What the exercise asks
Retype every line from the start of the entries below down to the line with "translate:0 -50%; text-align:left", both ends included; skip the pictures.

Top of Supplied records

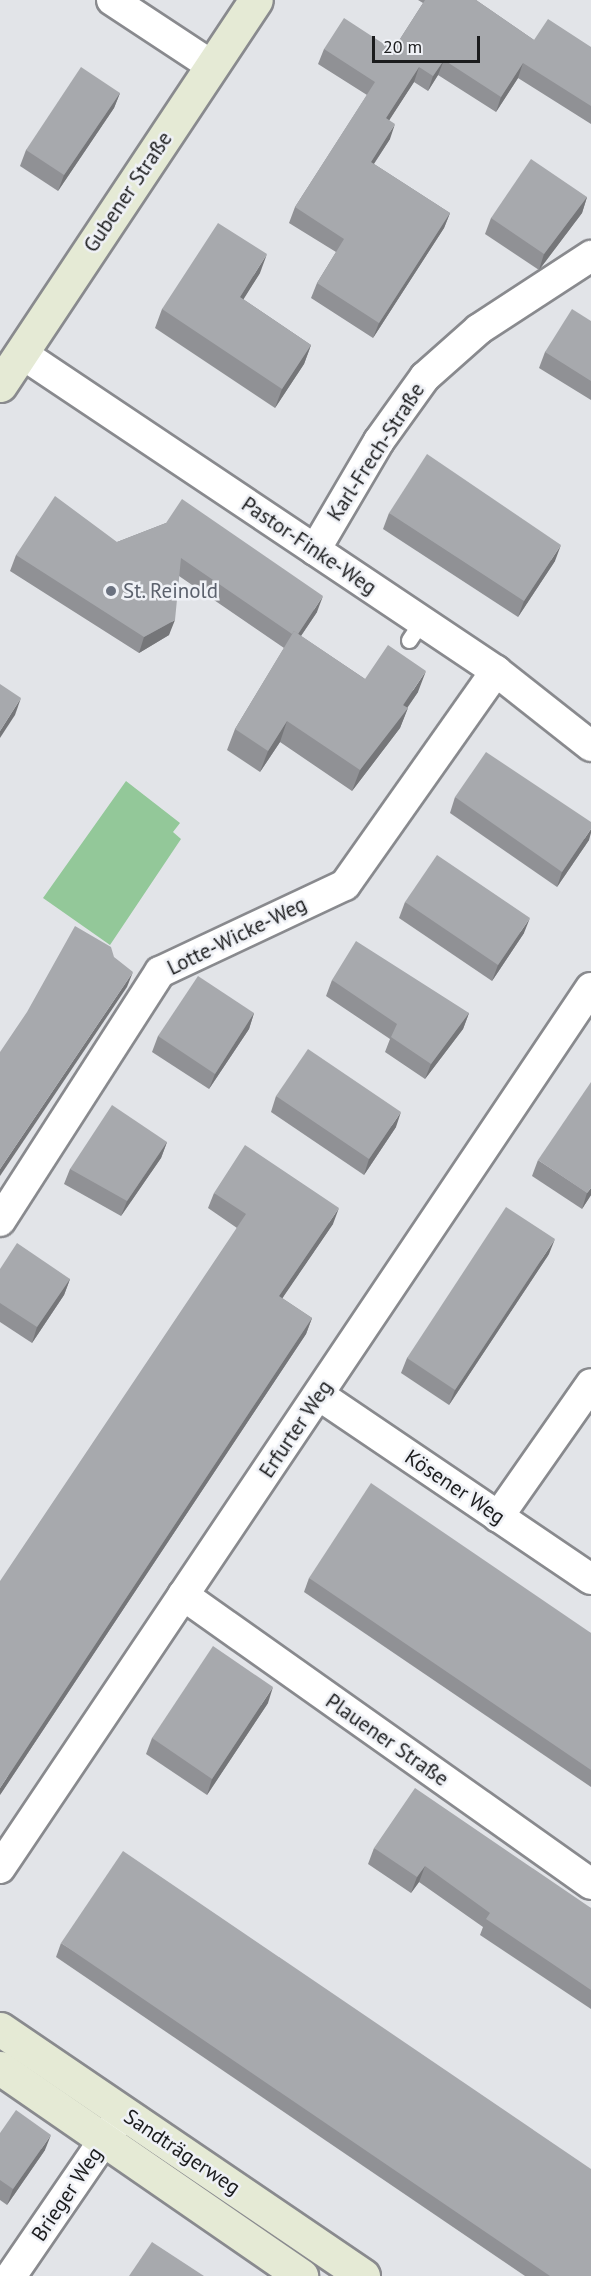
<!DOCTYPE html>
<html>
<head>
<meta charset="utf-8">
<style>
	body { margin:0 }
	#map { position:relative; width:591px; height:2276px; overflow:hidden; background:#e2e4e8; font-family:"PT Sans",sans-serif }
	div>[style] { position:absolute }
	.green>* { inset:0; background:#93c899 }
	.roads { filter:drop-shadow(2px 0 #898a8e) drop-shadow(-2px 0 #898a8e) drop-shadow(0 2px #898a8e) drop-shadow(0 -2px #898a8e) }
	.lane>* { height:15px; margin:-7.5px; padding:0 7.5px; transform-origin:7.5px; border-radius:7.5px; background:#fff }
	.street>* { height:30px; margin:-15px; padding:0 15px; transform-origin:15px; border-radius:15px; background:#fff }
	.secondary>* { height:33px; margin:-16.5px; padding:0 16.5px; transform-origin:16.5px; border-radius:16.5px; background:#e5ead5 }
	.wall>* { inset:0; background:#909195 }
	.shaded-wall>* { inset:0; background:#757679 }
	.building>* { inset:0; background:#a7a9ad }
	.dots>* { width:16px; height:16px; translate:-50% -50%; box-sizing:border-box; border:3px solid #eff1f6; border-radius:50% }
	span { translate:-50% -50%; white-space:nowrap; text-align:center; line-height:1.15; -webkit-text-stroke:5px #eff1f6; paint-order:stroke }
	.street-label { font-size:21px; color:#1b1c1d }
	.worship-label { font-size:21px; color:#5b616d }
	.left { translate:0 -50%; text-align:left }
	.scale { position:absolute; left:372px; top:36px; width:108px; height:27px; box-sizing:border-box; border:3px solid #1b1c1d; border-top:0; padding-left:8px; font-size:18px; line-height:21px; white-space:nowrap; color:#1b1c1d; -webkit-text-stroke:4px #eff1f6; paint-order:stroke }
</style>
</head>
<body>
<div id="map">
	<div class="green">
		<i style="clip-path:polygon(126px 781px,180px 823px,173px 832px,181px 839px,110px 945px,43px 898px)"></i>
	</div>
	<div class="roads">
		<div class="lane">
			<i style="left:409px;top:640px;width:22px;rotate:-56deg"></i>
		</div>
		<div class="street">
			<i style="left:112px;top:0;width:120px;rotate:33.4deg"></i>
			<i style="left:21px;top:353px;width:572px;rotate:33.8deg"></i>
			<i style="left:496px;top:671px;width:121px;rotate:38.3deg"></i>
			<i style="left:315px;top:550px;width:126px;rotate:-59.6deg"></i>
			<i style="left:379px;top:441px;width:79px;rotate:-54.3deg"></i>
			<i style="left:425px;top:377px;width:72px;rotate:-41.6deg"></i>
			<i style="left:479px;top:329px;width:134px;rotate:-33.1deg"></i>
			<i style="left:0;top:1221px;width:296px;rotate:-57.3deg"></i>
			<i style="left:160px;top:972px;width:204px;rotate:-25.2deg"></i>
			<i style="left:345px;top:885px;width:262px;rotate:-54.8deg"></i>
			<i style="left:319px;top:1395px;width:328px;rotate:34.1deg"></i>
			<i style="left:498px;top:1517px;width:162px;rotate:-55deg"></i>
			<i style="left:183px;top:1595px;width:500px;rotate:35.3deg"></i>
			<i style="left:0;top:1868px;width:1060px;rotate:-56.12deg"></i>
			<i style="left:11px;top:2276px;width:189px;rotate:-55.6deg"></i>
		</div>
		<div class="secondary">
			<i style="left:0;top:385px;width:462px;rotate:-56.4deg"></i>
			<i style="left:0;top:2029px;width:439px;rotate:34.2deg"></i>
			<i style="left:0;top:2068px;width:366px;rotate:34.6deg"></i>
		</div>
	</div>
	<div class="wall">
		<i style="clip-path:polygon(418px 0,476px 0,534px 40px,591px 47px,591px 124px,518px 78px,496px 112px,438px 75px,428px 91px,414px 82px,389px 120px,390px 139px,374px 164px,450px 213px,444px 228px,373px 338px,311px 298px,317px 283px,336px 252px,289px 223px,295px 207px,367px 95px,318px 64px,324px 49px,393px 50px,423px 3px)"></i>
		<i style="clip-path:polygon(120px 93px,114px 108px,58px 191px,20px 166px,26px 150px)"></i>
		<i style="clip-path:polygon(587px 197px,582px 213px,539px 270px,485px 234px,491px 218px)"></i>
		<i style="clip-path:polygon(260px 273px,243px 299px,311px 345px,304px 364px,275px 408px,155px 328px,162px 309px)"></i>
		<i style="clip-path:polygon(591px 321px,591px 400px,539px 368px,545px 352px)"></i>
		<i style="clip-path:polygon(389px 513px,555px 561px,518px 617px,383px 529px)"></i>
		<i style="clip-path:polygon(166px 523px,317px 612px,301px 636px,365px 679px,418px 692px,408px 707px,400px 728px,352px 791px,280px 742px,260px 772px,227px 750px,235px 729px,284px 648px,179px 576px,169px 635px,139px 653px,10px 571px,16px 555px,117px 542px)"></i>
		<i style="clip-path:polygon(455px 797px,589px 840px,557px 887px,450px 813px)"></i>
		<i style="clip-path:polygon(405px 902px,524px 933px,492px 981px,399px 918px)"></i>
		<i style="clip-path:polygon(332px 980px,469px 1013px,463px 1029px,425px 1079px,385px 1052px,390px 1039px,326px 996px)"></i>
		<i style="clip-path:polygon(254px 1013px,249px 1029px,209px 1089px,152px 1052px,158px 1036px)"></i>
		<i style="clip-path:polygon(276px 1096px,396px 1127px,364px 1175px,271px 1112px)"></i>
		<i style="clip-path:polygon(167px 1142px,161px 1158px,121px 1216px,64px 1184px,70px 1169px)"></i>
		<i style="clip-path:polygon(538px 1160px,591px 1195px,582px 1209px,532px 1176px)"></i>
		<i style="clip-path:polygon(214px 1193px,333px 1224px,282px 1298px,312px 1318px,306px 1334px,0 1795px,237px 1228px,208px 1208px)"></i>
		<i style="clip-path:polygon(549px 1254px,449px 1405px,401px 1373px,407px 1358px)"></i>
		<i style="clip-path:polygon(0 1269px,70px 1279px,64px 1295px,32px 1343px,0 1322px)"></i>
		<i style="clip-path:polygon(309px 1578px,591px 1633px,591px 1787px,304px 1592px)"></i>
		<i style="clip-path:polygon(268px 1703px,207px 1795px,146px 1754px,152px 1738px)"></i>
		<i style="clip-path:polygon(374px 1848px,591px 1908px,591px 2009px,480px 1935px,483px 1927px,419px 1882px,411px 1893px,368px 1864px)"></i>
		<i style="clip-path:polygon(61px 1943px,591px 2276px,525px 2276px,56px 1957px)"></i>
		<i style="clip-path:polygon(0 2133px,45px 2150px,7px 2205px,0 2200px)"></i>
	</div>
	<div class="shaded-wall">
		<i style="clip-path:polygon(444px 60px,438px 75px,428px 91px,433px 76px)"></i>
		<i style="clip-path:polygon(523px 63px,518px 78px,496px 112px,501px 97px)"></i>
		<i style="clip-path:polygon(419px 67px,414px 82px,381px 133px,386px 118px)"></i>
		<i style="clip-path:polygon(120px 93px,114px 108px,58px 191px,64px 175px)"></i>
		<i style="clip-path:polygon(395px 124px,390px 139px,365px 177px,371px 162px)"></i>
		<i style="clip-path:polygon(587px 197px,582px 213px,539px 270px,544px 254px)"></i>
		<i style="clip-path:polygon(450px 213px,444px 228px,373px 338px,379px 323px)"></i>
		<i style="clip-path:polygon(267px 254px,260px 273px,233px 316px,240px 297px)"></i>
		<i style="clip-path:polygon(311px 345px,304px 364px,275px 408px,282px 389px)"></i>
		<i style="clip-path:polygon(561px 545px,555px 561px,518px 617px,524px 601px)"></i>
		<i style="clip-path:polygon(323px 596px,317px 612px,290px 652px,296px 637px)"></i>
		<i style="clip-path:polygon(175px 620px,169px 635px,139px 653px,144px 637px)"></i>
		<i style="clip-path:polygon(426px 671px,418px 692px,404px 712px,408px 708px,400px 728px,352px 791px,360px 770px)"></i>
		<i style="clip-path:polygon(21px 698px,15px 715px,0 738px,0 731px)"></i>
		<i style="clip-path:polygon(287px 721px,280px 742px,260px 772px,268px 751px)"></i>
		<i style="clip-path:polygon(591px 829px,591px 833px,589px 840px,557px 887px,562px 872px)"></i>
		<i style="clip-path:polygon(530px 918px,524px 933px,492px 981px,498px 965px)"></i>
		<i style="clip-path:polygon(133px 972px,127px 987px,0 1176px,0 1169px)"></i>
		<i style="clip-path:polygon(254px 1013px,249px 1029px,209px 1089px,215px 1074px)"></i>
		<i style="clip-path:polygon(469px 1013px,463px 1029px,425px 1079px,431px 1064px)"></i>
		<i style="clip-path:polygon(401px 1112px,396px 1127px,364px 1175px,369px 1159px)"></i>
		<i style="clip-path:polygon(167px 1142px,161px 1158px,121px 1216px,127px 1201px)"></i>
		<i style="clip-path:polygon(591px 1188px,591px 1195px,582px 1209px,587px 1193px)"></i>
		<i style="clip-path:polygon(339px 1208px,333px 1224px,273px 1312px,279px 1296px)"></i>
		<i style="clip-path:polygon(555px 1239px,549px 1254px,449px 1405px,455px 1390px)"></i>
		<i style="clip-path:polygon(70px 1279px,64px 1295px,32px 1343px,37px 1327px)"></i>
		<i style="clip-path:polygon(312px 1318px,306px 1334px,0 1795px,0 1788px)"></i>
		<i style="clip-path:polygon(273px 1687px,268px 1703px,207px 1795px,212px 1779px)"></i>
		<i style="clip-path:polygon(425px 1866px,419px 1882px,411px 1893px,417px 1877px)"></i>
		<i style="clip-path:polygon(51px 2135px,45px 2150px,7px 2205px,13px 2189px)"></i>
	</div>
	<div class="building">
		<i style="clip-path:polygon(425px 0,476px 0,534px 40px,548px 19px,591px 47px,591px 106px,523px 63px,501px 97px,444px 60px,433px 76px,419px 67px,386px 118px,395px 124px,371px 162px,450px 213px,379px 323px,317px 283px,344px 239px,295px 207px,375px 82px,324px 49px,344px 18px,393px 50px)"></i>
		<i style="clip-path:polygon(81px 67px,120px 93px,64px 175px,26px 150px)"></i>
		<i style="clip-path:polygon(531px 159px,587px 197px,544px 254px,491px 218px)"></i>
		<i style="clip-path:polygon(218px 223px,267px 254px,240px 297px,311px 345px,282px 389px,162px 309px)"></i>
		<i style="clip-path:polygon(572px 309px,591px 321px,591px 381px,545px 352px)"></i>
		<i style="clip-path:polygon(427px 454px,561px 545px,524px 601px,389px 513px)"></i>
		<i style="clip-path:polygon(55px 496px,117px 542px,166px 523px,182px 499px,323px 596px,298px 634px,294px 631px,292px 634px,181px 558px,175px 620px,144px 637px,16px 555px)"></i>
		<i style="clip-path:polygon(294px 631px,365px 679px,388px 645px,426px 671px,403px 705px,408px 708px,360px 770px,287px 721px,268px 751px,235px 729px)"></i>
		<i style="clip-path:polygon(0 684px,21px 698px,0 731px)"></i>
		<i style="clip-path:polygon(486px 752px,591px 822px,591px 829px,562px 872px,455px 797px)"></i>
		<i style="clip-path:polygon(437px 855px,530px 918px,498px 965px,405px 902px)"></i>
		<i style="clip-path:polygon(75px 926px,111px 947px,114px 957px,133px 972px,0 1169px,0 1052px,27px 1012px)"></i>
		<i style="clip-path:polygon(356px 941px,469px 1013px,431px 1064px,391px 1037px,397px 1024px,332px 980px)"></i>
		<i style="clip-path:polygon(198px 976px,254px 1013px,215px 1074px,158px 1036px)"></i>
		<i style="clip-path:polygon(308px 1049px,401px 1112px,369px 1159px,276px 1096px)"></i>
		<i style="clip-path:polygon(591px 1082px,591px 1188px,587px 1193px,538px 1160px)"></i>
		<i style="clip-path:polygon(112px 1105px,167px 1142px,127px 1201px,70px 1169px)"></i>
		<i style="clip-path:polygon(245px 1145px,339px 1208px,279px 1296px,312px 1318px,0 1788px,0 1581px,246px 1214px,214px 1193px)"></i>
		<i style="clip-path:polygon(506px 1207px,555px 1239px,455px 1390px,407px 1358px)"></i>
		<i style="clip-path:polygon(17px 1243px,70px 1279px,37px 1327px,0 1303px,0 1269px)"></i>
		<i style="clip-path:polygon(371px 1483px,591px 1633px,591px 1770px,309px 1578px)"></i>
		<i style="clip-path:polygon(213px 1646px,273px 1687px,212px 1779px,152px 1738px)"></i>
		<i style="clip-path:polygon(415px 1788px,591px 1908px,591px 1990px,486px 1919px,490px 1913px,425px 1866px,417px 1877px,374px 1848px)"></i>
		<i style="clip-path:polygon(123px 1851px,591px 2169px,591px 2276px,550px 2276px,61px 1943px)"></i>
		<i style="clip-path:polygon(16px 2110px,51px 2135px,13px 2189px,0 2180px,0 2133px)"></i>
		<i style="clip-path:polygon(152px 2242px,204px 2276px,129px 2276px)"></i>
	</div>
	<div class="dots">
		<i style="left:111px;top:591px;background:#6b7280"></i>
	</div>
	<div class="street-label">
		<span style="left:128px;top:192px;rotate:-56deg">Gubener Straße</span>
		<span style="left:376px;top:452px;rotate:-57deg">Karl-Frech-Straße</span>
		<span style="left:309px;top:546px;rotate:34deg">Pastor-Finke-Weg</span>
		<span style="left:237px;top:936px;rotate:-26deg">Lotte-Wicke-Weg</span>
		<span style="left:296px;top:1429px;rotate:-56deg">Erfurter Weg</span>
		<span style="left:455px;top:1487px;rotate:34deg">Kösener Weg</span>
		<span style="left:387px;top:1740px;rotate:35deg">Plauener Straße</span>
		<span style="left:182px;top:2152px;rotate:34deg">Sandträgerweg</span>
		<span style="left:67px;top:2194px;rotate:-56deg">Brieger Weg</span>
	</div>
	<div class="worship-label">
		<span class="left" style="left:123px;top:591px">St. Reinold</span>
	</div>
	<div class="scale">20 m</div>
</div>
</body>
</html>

Bottom of Supplied records

Solution
<!DOCTYPE html>
<html>
<head>
<meta charset="utf-8">
<style>
	body { margin:0 }
	#map { position:relative; width:591px; height:2276px; overflow:hidden; background:#e2e4e8; font-family:"PT Sans",sans-serif }
	div>[style] { position:absolute }
	.green>* { inset:0; background:#93c899 }
	.roads { filter:drop-shadow(2px 0 #898a8e) drop-shadow(-2px 0 #898a8e) drop-shadow(0 2px #898a8e) drop-shadow(0 -2px #898a8e) }
	.lane>* { height:15px; margin:-7.5px; padding:0 7.5px; transform-origin:7.5px; border-radius:7.5px; background:#fff }
	.street>* { height:30px; margin:-15px; padding:0 15px; transform-origin:15px; border-radius:15px; background:#fff }
	.secondary>* { height:33px; margin:-16.5px; padding:0 16.5px; transform-origin:16.5px; border-radius:16.5px; background:#e5ead5 }
	.wall>* { inset:0; background:#909195 }
	.shaded-wall>* { inset:0; background:#757679 }
	.building>* { inset:0; background:#a7a9ad }
	.dots>* { width:16px; height:16px; translate:-50% -50%; box-sizing:border-box; border:3px solid #eff1f6; border-radius:50% }
	span { translate:-50% -50%; white-space:nowrap; text-align:center; line-height:1.15; -webkit-text-stroke:5px #eff1f6; paint-order:stroke }
	.street-label { font-size:21px; color:#1b1c1d }
	.worship-label { font-size:21px; color:#5b616d }
	.left { translate:0 -50%; text-align:left }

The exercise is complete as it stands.